После того как погибла Наташа, многое изменилось для меня. Не то чтобы я думала и грустила о ней все время, нет. Иногда даже забывала. Но если мне случалось развеселиться, я всегда вспоминала, что со мной могла бы веселиться и Наташка. Наверное, и у Матвея было нечто похожее.

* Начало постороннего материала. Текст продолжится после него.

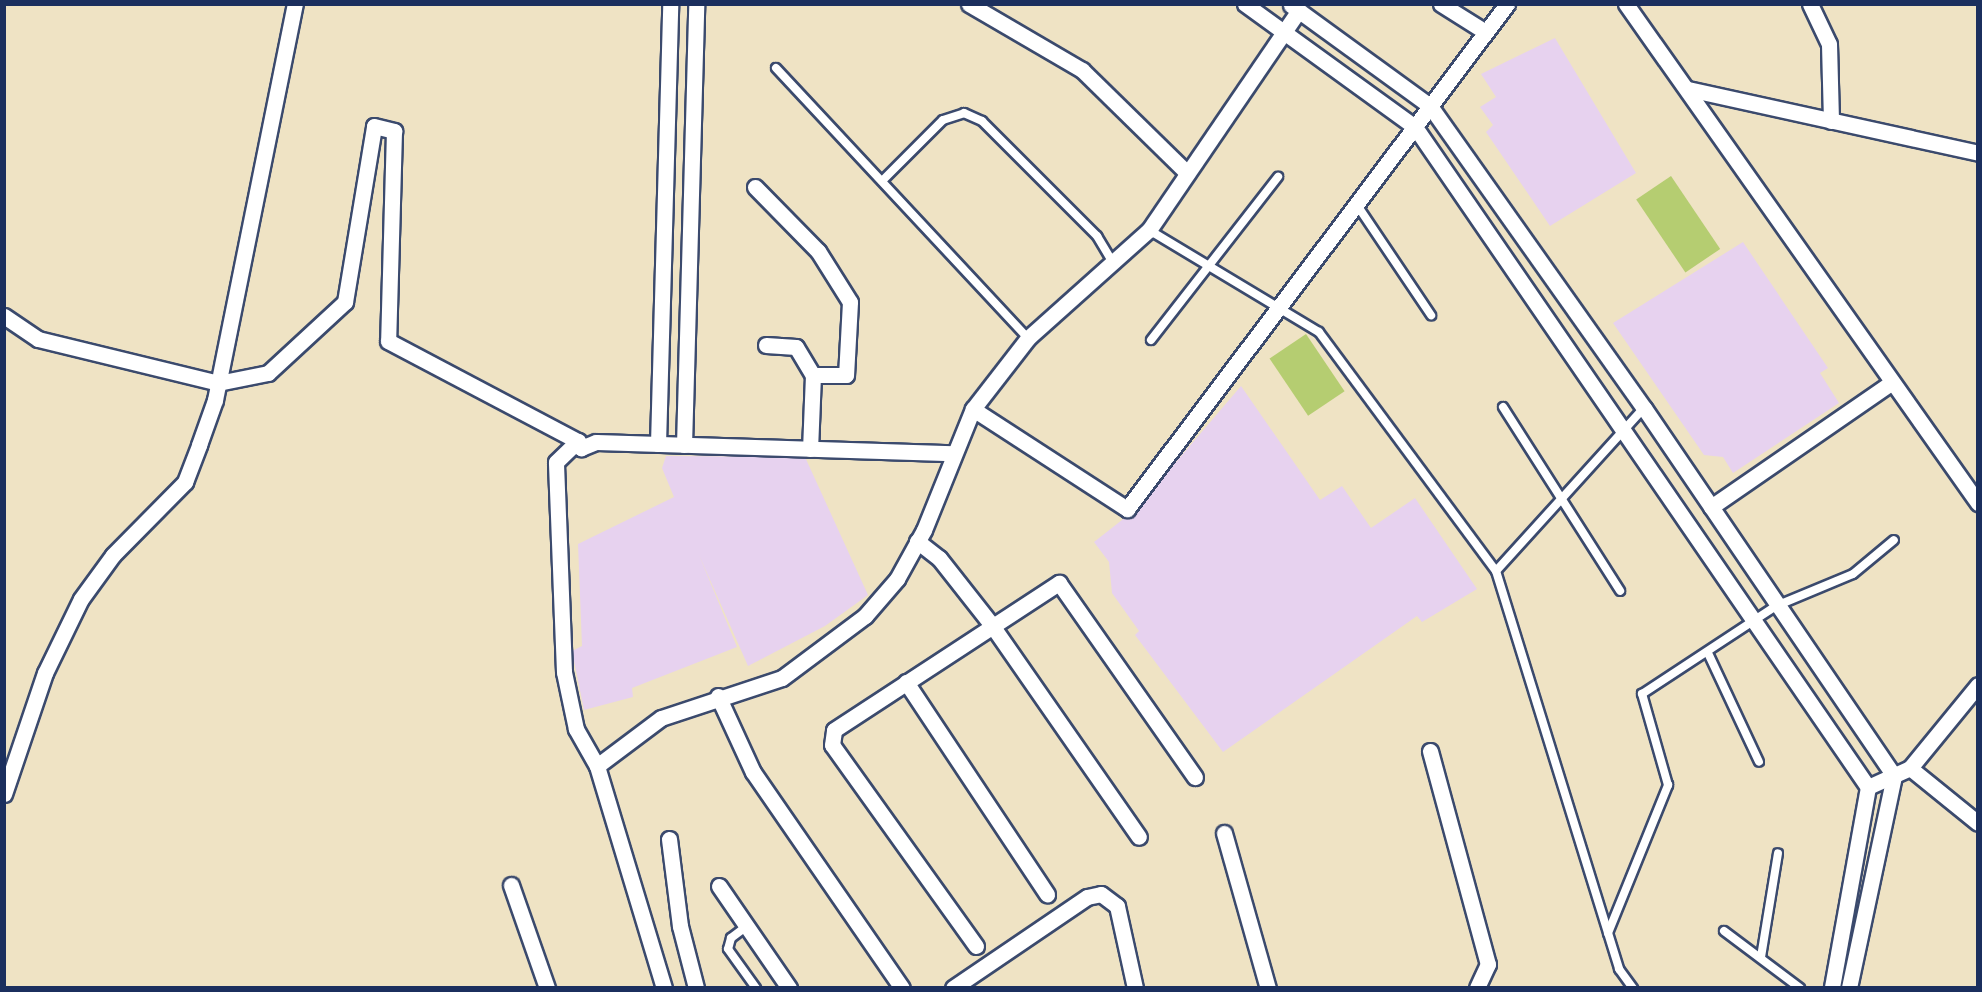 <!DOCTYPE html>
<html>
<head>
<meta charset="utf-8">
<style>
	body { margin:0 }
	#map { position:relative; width:1982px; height:992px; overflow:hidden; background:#efe3c4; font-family:"IM FELL Great Primer",serif }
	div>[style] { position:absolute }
	.built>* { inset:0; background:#e7d2ef }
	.green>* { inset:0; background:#b5cd71; transform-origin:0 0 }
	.roads { filter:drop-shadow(2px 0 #3b4a6d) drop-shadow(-2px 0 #3b4a6d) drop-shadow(0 2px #3b4a6d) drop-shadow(0 -2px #3b4a6d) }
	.lane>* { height:8px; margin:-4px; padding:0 4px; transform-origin:4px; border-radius:4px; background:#fff }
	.street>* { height:15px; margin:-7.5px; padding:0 7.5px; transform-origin:7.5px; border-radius:7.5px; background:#fff }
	span { translate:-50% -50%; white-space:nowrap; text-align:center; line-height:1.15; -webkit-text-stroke:6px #fbf7ec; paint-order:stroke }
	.frame { position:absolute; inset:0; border:6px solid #1b2f5e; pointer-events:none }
</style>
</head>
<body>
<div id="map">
	<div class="built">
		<div style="clip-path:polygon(1555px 38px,1636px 173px,1550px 226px,1486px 132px,1493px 125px,1480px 107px,1496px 97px,1481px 74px)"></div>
		<div style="clip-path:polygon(1743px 242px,1828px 368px,1820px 373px,1839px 403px,1733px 473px,1723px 457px,1704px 455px,1613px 323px)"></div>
		<div style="clip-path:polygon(1241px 386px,1320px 500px,1342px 486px,1371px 528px,1415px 498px,1477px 589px,1422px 622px,1417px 616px,1223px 752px,1135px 635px,1139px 631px,1112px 593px,1109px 562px,1094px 542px,1136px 509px)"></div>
		<div style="clip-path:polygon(666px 456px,805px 457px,868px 595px,825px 626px,748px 666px,699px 555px,737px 647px,632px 688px,633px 697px,584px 710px,572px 651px,582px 646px,578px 544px,674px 497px,662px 468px)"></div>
	</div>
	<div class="green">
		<div style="left:1671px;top:176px;width:88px;height:42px;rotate:56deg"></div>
		<div style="left:1306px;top:334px;width:69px;height:44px;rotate:56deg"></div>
	</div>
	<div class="roads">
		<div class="lane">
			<div style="left:776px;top:68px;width:369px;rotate:47deg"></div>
			<div style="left:882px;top:181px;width:86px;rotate:-45deg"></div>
			<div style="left:943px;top:120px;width:22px;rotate:-18deg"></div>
			<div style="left:964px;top:113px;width:20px;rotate:24deg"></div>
			<div style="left:982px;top:121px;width:163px;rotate:45deg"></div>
			<div style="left:1097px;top:236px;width:31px;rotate:59deg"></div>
			<div style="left:1357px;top:205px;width:133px;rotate:56.1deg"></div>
			<div style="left:1149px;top:230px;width:198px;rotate:31deg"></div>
			<div style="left:1319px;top:332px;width:297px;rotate:53.5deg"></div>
			<div style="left:1496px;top:571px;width:417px;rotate:72.8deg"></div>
			<div style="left:1619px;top:969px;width:24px;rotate:54deg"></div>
			<div style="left:1151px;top:340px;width:207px;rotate:-52.1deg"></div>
			<div style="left:1503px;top:407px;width:218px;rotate:57.5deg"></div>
			<div style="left:1496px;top:571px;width:220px;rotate:-47.8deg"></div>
			<div style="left:1708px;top:653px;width:120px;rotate:64.9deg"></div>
			<div style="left:747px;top:926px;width:20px;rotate:143deg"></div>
			<div style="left:731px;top:938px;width:11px;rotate:105deg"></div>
			<div style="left:728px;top:949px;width:48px;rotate:54.3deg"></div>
			<div style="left:1724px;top:931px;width:95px;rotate:36.9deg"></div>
			<div style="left:1608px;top:933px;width:160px;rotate:-67.9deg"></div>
			<div style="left:1668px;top:785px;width:95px;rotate:-105.9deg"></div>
			<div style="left:1642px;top:694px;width:160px;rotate:-33.3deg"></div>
			<div style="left:1776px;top:606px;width:83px;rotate:-22.6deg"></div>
			<div style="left:1853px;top:574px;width:53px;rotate:-39.7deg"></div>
			<div style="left:1761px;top:957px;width:105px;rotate:-80.7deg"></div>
		</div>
		<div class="street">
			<div style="left:969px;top:4px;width:131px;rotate:30.3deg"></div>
			<div style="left:1082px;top:70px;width:147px;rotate:44.4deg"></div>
			<div style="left:1245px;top:4px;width:210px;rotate:35.9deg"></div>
			<div style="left:1415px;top:127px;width:801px;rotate:55.54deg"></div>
			<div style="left:1868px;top:787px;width:204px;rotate:100.2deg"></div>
			<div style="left:1441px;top:4px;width:51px;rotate:32.1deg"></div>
			<div style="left:1626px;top:4px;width:611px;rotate:54.8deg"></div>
			<div style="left:1810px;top:4px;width:44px;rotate:64.6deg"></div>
			<div style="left:1829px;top:44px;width:77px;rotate:88.5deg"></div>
			<div style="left:1291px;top:5px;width:172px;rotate:36deg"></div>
			<div style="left:1430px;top:106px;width:370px;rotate:54.7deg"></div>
			<div style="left:1644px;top:408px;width:445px;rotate:55.8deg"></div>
			<div style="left:1894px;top:776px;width:217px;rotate:102deg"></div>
			<div style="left:1688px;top:89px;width:297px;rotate:12.4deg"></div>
			<div style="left:755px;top:187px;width:90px;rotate:45.5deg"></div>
			<div style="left:818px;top:251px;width:60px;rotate:57.9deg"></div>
			<div style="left:850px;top:302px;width:73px;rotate:93.1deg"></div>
			<div style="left:846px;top:375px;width:33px;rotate:180deg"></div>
			<div style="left:813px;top:375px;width:74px;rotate:92.3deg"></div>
			<div style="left:4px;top:316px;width:41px;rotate:34.1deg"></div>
			<div style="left:38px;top:339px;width:185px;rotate:13.7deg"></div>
			<div style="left:218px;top:383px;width:51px;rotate:-11.3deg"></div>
			<div style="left:268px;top:373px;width:105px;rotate:-42.7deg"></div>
			<div style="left:345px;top:302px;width:178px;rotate:-80.6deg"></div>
			<div style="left:374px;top:126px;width:21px;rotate:14deg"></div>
			<div style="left:394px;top:131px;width:210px;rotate:91.6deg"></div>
			<div style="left:388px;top:341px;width:215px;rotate:27.8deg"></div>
			<div style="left:766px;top:345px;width:30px;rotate:4deg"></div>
			<div style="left:796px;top:347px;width:33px;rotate:59deg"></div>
			<div style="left:973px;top:409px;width:184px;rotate:33deg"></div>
			<div style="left:1127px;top:509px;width:632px;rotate:-53.04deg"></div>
			<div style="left:658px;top:444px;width:440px;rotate:-88.4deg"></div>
			<div style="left:684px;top:445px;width:441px;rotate:-88.4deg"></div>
			<div style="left:1711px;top:507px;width:216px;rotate:-34.6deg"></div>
			<div style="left:917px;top:541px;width:28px;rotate:38deg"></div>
			<div style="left:939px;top:558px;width:84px;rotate:51.8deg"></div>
			<div style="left:991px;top:624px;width:259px;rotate:55.2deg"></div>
			<div style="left:906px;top:682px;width:255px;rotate:56.4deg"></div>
			<div style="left:718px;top:696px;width:84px;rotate:65.3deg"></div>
			<div style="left:753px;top:772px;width:262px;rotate:55.4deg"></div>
			<div style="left:1430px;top:751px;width:221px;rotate:74.8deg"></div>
			<div style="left:1488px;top:964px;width:26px;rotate:115deg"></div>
			<div style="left:597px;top:766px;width:43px;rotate:-119.6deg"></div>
			<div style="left:576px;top:729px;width:58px;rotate:-101.9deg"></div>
			<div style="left:564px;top:672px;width:210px;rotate:-92.2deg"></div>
			<div style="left:556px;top:462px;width:30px;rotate:-44deg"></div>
			<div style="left:578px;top:441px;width:8px;rotate:67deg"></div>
			<div style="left:581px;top:448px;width:16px;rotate:-22deg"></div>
			<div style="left:596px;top:442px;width:357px;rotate:1.8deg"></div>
			<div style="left:1910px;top:768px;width:87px;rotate:39deg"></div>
			<div style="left:1868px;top:787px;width:46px;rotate:-24.3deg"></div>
			<div style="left:1910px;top:768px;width:107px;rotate:-50.7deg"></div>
			<div style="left:4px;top:794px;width:128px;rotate:-71.3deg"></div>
			<div style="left:45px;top:673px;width:82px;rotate:-64.1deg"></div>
			<div style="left:81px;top:599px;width:54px;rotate:-54deg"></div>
			<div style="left:113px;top:555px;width:103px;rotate:-45.4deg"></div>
			<div style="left:185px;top:482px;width:40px;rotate:-69deg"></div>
			<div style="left:199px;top:445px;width:48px;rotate:-70.4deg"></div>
			<div style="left:215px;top:400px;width:404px;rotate:-78.6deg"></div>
			<div style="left:1224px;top:833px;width:161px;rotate:74.2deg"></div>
			<div style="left:669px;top:839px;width:88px;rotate:82.8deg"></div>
			<div style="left:680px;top:926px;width:64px;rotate:75.5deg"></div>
			<div style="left:511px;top:885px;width:109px;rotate:70.7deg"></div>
			<div style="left:719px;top:886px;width:124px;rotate:55.5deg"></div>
			<div style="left:976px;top:946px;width:247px;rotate:-125.6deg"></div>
			<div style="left:832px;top:745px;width:15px;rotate:-82deg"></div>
			<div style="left:834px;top:730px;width:269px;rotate:-33.2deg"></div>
			<div style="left:1059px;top:583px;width:237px;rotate:55deg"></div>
			<div style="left:664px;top:988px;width:232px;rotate:-106.8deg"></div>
			<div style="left:597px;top:766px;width:80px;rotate:-36.9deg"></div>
			<div style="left:661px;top:718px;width:127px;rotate:-18.3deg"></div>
			<div style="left:782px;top:678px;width:104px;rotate:-36.8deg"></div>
			<div style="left:865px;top:616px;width:49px;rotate:-49.1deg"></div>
			<div style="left:897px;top:579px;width:56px;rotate:-61.1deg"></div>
			<div style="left:924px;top:530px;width:131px;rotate:-68deg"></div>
			<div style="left:973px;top:409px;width:90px;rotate:-52.2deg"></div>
			<div style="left:1028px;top:338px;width:162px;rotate:-41.8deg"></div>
			<div style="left:1149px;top:230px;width:266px;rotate:-55.7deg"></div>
			<div style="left:953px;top:988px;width:162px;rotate:-34.2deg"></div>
			<div style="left:1087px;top:897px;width:14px;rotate:-12deg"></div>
			<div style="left:1101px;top:894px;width:20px;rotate:37deg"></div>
			<div style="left:1117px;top:906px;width:84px;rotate:77.6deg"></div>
		</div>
	</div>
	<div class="frame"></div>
</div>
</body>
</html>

Понемножку он рассказал мне о себе. Его настоящая фамилия была Гольдберг, что значит «золотая гора», а его отец был самый бедный человек в местечке, где-то под Ахтыркой. Они жили на то, что отец выручал за тряпье, собираемое на помойках: это называлось «мусорщик». Но он всегда говорил, что еще оправдает свою фамилию: пока что у него есть горы мусора, но еще будет «золотая гора». И вдруг он действительно находит на помойке золотое кольцо с брильянтом… «Вот она, моя золотая гора, я ждал ее всю жизнь — вот она!» — сказал отец Матвея, и на последние гроши вся семья выехала в другой город, где никто не знал мусорщика Гольдберга и где он мог спокойно продать найденное кольцо. Он так и сделал. И был вполне счастлив. Две недели… А на третью пришла полиция и забрала его. Его повезли обратно в Ахтырку. И посадили в тюрьму.